[Saved data entries]
%%
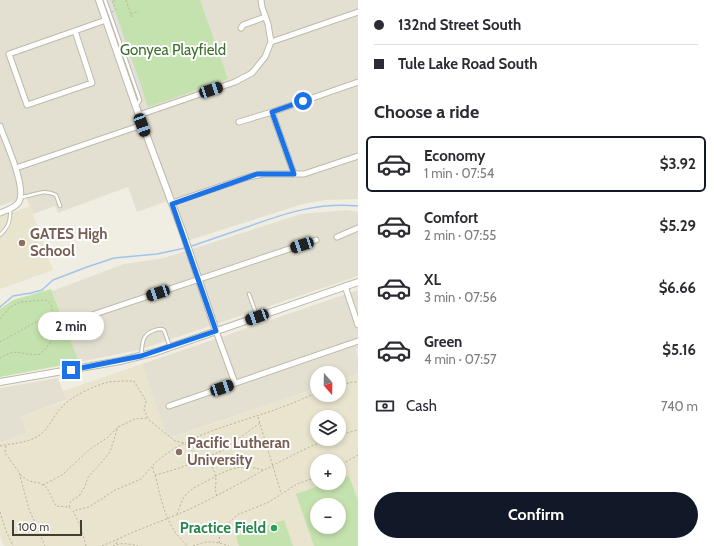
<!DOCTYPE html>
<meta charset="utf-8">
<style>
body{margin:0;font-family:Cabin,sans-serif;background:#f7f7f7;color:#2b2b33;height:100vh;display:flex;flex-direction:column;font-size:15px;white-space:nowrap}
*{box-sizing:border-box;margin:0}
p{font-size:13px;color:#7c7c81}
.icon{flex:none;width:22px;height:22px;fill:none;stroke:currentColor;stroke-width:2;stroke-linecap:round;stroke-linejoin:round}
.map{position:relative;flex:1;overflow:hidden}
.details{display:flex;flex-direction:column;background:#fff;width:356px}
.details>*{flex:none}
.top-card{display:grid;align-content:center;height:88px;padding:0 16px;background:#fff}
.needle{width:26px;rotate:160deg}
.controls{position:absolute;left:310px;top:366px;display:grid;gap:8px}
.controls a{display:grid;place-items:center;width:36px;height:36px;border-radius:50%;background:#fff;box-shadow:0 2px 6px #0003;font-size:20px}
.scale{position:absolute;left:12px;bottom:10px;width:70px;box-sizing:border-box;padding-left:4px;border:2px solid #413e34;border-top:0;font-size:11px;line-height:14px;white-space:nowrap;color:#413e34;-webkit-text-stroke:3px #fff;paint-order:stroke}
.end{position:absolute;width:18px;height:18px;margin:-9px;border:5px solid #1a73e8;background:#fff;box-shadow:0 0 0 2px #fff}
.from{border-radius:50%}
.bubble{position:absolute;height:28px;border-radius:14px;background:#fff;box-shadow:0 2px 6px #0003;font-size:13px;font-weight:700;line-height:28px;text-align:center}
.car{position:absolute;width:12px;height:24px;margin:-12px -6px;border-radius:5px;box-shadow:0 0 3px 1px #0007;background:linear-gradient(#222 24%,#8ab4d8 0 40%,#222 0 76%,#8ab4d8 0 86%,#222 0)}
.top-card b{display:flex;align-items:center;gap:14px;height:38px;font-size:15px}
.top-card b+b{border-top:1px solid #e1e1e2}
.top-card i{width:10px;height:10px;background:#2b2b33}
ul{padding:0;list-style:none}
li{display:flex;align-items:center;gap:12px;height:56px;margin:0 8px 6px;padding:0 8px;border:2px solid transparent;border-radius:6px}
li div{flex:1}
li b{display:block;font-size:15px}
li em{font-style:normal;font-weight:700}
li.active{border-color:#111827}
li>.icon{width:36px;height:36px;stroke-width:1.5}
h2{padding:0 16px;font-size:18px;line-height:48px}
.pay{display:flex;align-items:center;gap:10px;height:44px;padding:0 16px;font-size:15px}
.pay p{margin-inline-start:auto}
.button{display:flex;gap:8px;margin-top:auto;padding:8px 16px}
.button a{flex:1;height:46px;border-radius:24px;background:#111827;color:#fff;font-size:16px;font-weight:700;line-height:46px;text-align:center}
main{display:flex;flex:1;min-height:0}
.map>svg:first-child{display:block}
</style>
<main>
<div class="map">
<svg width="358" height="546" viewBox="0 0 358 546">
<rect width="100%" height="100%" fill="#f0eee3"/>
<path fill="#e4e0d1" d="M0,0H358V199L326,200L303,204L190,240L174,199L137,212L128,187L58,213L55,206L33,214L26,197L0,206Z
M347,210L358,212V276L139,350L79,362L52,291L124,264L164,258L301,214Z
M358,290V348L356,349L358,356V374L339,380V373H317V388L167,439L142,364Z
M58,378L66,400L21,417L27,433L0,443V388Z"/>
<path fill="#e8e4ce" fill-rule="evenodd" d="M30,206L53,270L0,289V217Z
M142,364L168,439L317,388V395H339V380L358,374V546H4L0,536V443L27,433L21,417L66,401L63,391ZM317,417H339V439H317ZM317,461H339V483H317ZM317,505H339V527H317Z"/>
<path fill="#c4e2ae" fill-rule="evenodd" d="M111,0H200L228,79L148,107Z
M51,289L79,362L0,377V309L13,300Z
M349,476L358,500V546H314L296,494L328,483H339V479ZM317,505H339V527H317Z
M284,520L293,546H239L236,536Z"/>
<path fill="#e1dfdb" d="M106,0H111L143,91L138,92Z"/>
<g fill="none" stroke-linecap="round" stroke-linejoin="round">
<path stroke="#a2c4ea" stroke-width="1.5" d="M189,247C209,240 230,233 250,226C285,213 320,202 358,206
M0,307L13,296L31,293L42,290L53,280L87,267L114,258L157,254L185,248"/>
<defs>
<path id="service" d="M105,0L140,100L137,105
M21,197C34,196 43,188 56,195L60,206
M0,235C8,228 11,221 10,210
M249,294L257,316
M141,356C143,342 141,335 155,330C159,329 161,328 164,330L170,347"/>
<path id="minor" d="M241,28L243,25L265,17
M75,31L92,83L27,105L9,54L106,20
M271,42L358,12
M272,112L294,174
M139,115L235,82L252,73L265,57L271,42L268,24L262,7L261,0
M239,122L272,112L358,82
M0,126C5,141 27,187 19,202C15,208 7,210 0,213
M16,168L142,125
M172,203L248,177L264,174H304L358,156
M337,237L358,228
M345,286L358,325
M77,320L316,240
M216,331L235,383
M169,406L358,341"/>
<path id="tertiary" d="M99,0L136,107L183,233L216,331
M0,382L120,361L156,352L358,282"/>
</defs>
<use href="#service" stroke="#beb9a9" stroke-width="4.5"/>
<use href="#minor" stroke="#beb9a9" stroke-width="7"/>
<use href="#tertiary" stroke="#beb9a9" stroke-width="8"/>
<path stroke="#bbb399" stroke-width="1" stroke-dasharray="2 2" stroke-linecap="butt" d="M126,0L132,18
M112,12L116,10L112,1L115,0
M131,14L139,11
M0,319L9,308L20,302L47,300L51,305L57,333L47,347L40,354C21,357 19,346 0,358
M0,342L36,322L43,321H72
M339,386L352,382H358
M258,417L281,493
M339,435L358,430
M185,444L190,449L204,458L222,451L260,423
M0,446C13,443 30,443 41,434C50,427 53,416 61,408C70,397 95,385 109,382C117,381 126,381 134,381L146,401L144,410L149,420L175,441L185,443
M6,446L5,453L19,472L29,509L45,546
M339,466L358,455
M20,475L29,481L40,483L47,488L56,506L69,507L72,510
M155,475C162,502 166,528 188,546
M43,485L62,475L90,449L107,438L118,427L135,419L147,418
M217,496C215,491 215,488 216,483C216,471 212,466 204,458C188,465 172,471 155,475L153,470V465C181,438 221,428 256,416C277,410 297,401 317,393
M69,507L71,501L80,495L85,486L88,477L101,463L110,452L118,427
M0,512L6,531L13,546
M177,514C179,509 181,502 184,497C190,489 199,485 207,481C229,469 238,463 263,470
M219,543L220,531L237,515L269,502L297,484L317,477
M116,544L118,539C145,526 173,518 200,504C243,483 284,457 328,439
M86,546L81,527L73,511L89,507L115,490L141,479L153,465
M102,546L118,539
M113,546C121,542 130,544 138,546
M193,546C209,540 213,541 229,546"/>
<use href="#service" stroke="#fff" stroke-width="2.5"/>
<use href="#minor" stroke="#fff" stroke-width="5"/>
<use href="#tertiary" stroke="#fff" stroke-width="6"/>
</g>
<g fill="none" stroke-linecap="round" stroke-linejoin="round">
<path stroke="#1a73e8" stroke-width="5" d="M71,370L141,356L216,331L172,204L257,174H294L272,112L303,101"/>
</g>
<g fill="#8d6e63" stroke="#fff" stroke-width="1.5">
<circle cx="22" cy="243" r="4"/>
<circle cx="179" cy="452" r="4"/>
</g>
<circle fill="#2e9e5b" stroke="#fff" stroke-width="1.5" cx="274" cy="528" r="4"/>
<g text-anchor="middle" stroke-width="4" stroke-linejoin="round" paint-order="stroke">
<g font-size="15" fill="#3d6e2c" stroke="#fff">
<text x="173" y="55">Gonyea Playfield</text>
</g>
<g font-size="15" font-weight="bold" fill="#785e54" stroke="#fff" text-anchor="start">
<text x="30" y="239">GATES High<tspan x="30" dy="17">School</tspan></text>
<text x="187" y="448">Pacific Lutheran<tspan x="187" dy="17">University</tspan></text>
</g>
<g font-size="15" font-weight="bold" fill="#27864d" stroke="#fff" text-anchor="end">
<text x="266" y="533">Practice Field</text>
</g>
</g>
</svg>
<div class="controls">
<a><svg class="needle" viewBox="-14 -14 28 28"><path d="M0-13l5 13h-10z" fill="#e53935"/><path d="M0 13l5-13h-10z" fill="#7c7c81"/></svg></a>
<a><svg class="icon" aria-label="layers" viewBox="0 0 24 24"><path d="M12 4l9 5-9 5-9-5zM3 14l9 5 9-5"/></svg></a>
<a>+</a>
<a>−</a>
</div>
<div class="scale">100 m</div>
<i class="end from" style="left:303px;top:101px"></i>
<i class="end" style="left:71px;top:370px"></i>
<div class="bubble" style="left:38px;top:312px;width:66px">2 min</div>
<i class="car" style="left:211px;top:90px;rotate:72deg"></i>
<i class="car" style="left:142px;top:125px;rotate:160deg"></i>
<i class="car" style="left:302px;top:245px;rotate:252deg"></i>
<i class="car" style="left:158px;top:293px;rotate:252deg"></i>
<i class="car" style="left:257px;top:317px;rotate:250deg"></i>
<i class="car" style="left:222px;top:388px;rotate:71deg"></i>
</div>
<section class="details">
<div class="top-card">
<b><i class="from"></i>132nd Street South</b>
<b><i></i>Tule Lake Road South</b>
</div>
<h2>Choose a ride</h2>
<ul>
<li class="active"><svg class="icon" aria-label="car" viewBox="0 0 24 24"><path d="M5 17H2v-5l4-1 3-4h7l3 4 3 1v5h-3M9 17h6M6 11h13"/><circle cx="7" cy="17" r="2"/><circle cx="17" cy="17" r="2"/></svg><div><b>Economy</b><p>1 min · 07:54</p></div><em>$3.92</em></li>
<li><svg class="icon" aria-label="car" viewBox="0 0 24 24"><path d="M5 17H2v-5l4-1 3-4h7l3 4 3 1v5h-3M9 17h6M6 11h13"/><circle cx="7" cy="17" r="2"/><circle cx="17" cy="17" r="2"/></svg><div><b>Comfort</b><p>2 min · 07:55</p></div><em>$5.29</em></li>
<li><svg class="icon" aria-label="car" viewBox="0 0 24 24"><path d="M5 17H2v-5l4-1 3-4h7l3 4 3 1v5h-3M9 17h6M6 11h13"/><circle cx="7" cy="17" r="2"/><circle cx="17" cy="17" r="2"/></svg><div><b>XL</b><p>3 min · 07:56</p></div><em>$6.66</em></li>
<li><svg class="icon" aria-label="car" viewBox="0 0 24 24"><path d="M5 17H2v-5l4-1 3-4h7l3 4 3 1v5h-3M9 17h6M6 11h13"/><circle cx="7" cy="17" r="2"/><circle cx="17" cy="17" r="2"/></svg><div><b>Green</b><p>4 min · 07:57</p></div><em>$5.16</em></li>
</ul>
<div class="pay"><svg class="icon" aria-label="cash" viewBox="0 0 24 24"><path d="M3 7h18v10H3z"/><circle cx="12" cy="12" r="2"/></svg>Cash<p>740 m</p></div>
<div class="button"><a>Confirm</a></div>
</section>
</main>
%%
# WHAT TO WORK ON
Out of the data above, set down the lines from the one with "M249,294L257,316" to the one with "M345,286L358,325", both included, exactly as written and with no additions.

# WRITTEN RESPONSE
M249,294L257,316
M141,356C143,342 141,335 155,330C159,329 161,328 164,330L170,347"/>
<path id="minor" d="M241,28L243,25L265,17
M75,31L92,83L27,105L9,54L106,20
M271,42L358,12
M272,112L294,174
M139,115L235,82L252,73L265,57L271,42L268,24L262,7L261,0
M239,122L272,112L358,82
M0,126C5,141 27,187 19,202C15,208 7,210 0,213
M16,168L142,125
M172,203L248,177L264,174H304L358,156
M337,237L358,228
M345,286L358,325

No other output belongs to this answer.